Tout ne se vaut pas, certes, en matière de fidélité. Mais rien ne vaut sans fidélité première à soi, et voilà pourquoi, à l’idéal d’une fidélité pour laquelle tout est dans l’exactitude supposée envers l’original ou dans le rapport qu’il entretient avec le lecteur natif, l’Eros énergisant oppose une fidélité fondée sur une transparence globale : soucieuse du texte originel, de son rapport au lecteur natif, mais aussi du rapport que le nouveau texte va entretenir avec ses propres lecteurs. En même temps, l’ambiguïté du texte cible impose une part de relation illégitime : il invite à partager avec lui le rapport amoureux qu’il entretient avec le texte originel. Il ne peut donc être fidèle à la source qu’en avouant l’infidélité amante que, de toutes façons, il lui fait subir. Utopie ? Mais la fidélité est compatible avec une infidélité amante pour peu que celle-ci soit consentie. Comme en l’espèce, le consentement du texte source ne voudrait rien dire, le seul moyen d’être honnête, c’est de l’afficher. On voit comment les adaptations même peuvent n’être pas infidèles : il suffit qu’elles disent ce qu’elles font avec le texte ; que le traducteur indique à quel niveau de communication il se place, quel partage des corps il assume. Où l’érotique se fait politique.
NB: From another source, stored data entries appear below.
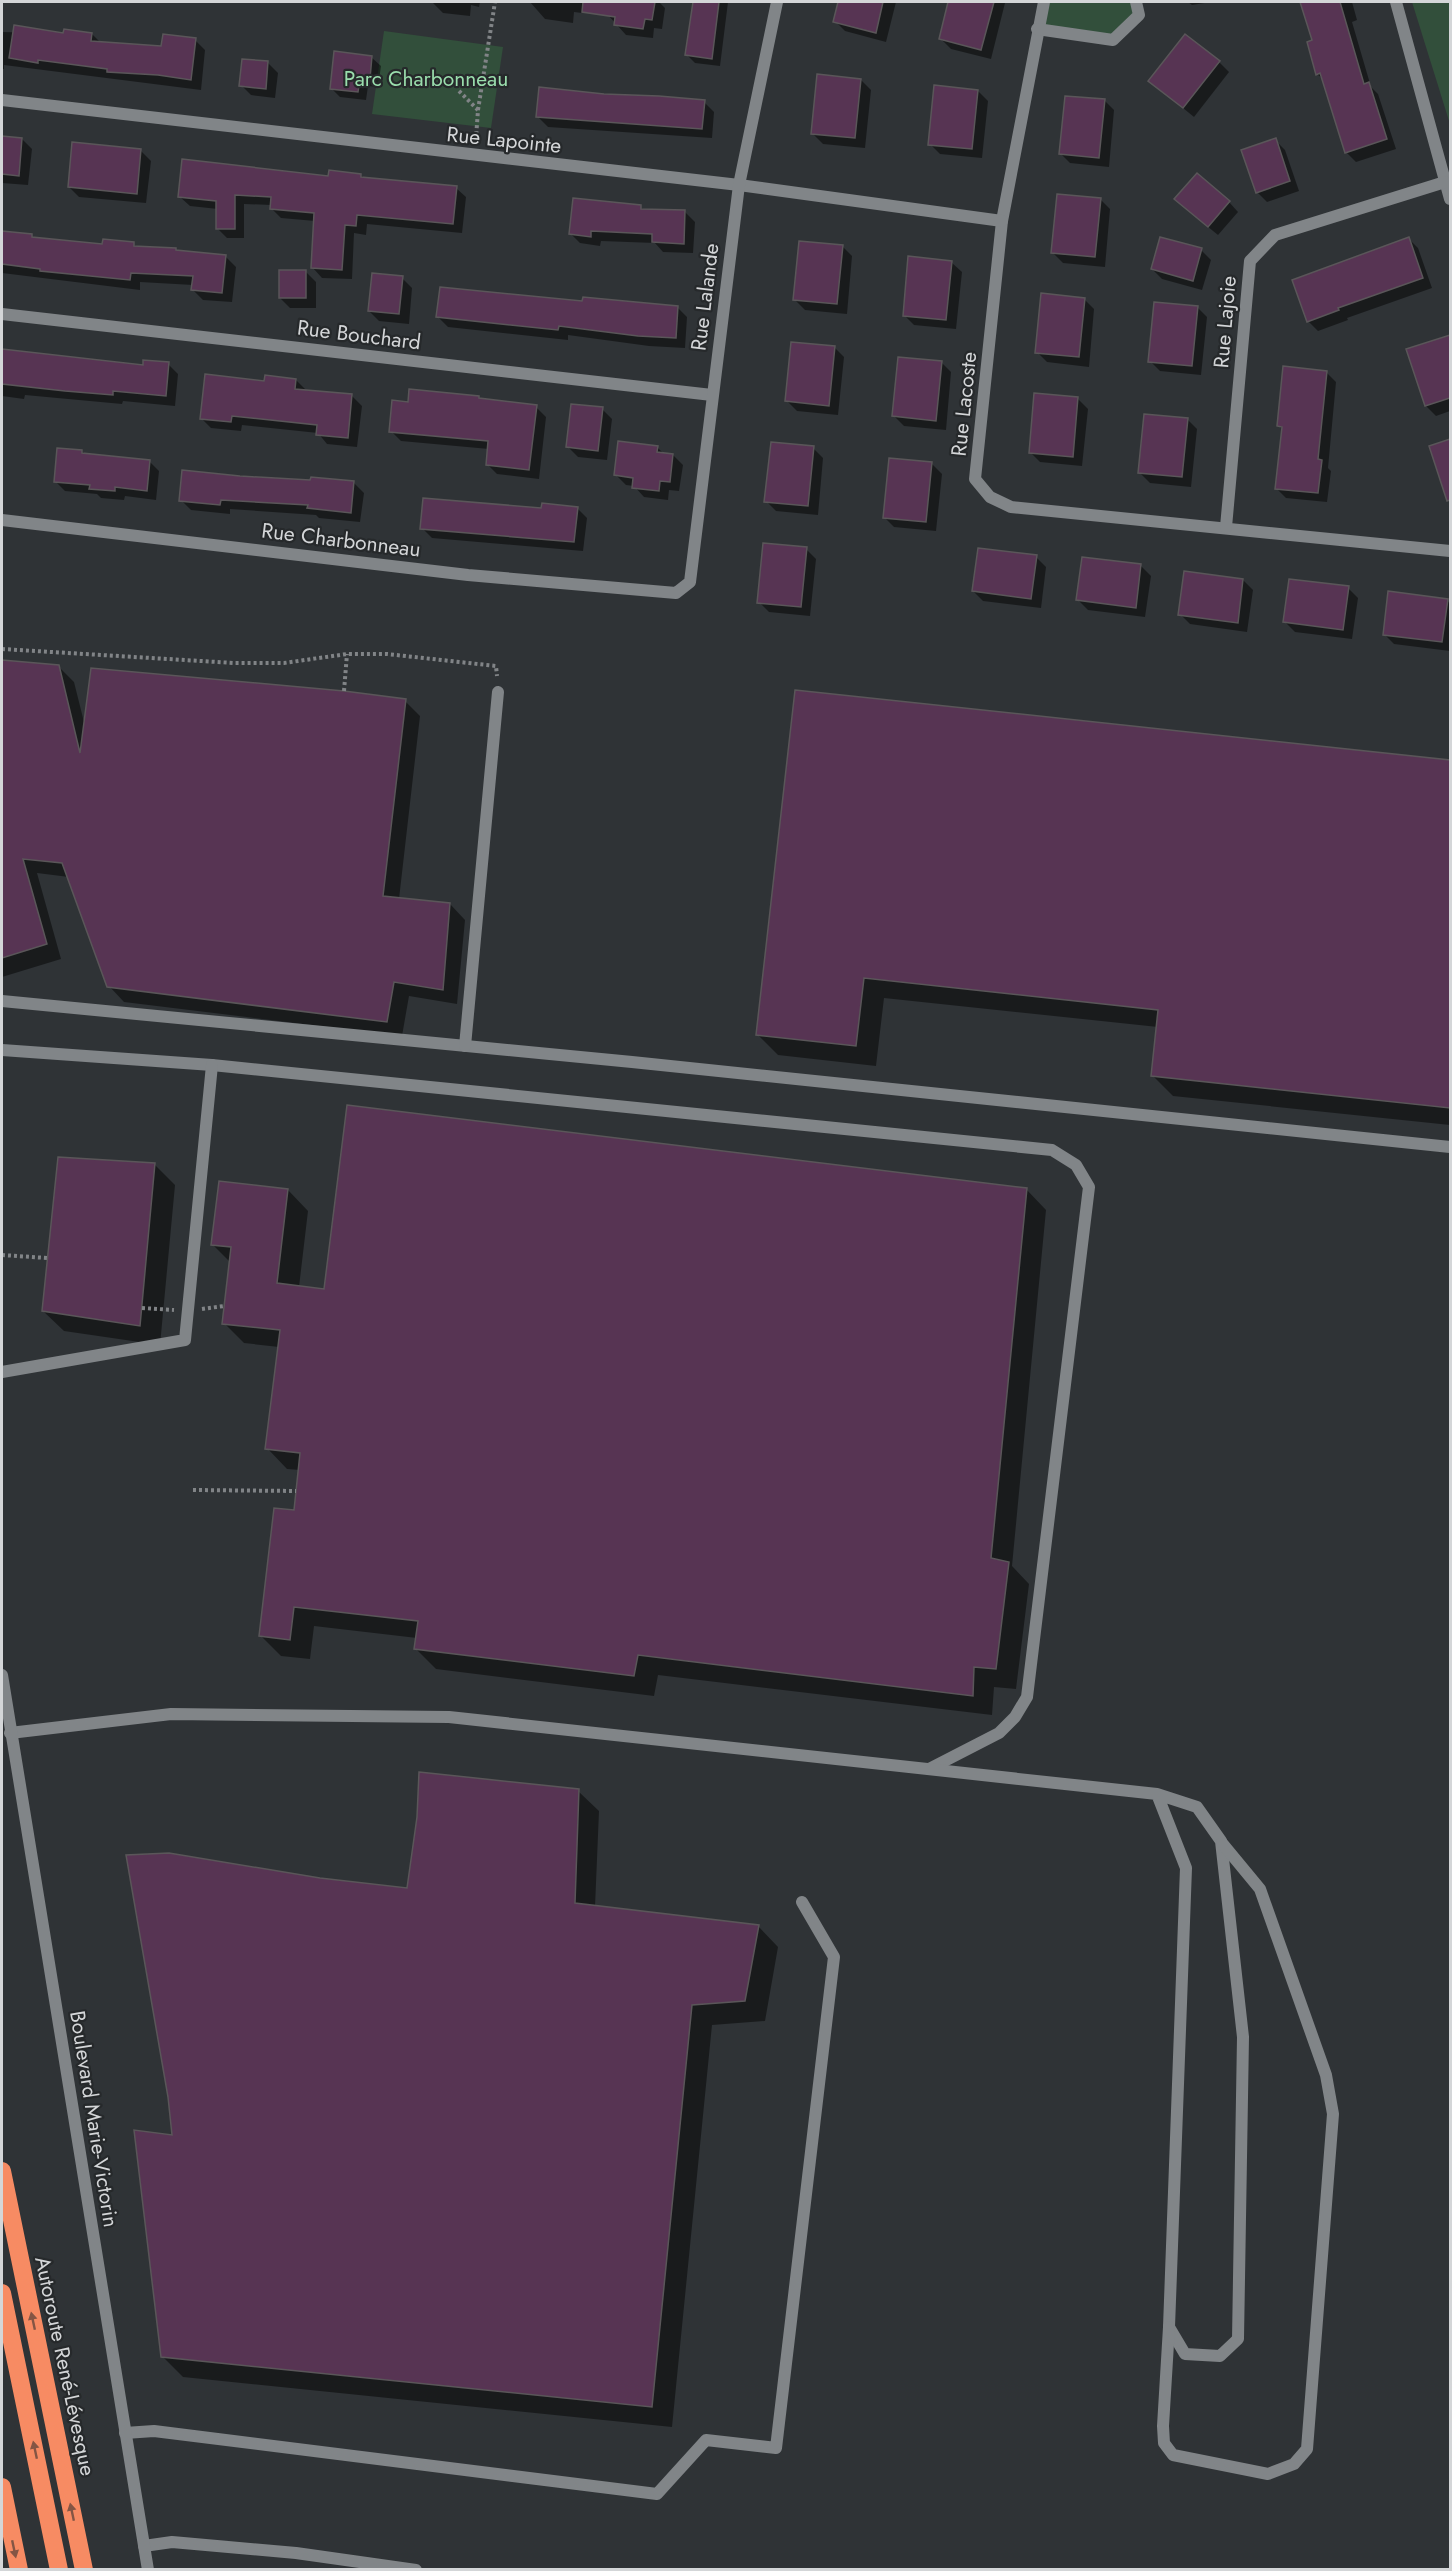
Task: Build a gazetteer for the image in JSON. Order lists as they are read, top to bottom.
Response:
{
  "streets": {
    "highway": ["Autoroute René-Lévesque"],
    "street": [
      "Rue Lapointe",
      "Rue Lalande",
      "Rue Lajoie",
      "Rue Bouchard",
      "Rue Lacoste",
      "Rue Charbonneau",
      "Boulevard Marie-Victorin"
    ]
  },
  "crossings": [
    ["Rue Lapointe", "Rue Lalande"],
    ["Rue Lapointe", "Rue Lacoste"],
    ["Rue Lalande", "Rue Bouchard"],
    ["Rue Lalande", "Rue Charbonneau"],
    ["Rue Lajoie", "Rue Lacoste"]
  ],
  "parks": ["Parc Charbonneau"]
}
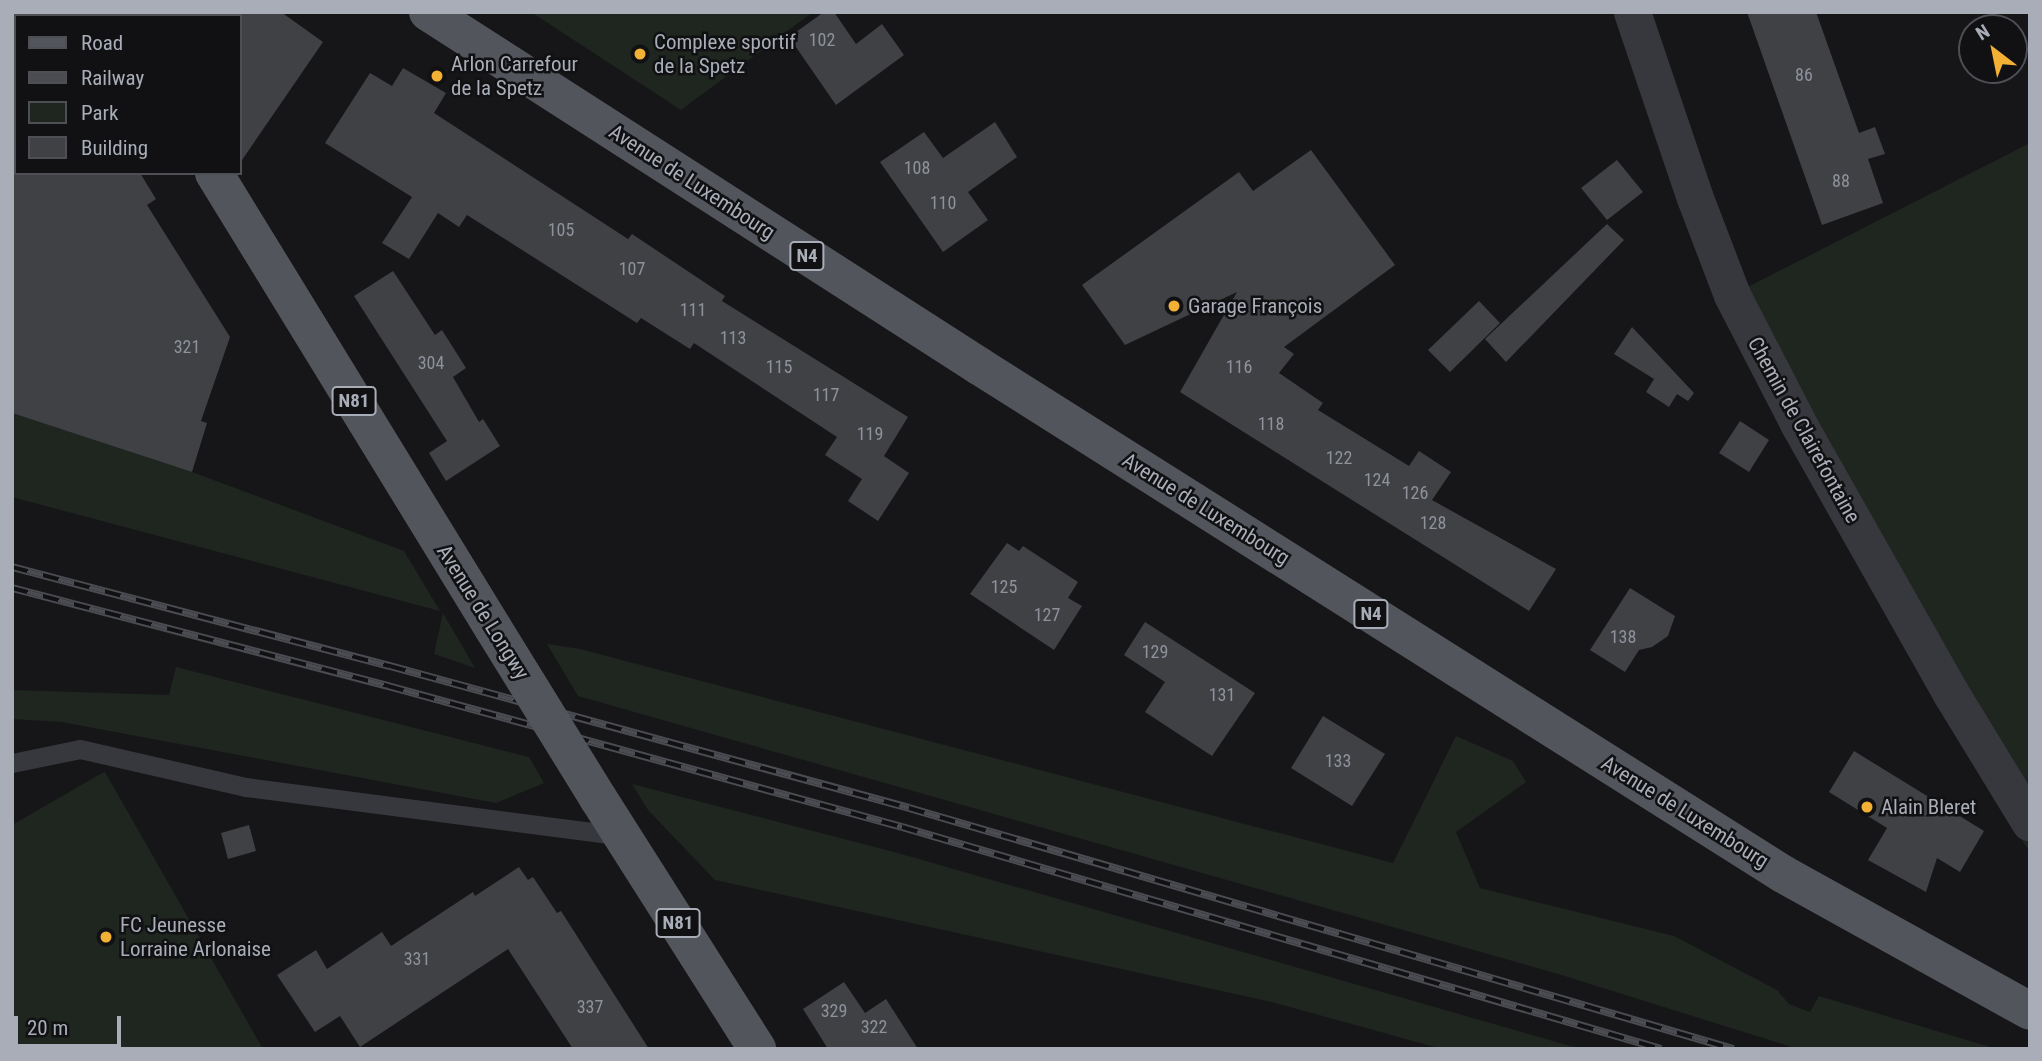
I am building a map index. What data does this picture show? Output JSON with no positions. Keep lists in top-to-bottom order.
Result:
{
  "streets": {
    "main road": [
      "Avenue de Luxembourg",
      "N4",
      "N81",
      "Avenue de Longwy"
    ],
    "street": ["Chemin de Clairefontaine"]
  },
  "places": [
    "Complexe sportif de la Spetz",
    "Arlon Carrefour de la Spetz",
    "Garage François",
    "Alain Bleret",
    "FC Jeunesse Lorraine Arlonaise"
  ],
  "house_numbers": [
    "102",
    "86",
    "108",
    "88",
    "110",
    "105",
    "107",
    "111",
    "113",
    "321",
    "304",
    "115",
    "116",
    "117",
    "118",
    "119",
    "122",
    "124",
    "126",
    "128",
    "125",
    "127",
    "138",
    "129",
    "131",
    "133",
    "331",
    "337",
    "329",
    "322"
  ],
  "legend": [
    "Road",
    "Railway",
    "Park",
    "Building"
  ],
  "scale_bar": "20 m",
  "north": "top left"
}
Cet affichage réflexif suppose en effet un paratexte, texte original en regard ou préface, qui propose quelque chose à voir et, en cela, remplace la visée instrumentant le lecteur par l’assomption de l’image qui le laisse juge ; le lecteur du texte traduit n’est, disons, plus pris comme un simple récepteur à qui il faudrait transmettre un message, mais comme un participant à une aventure qu’on invite à consentir à une relation à trois.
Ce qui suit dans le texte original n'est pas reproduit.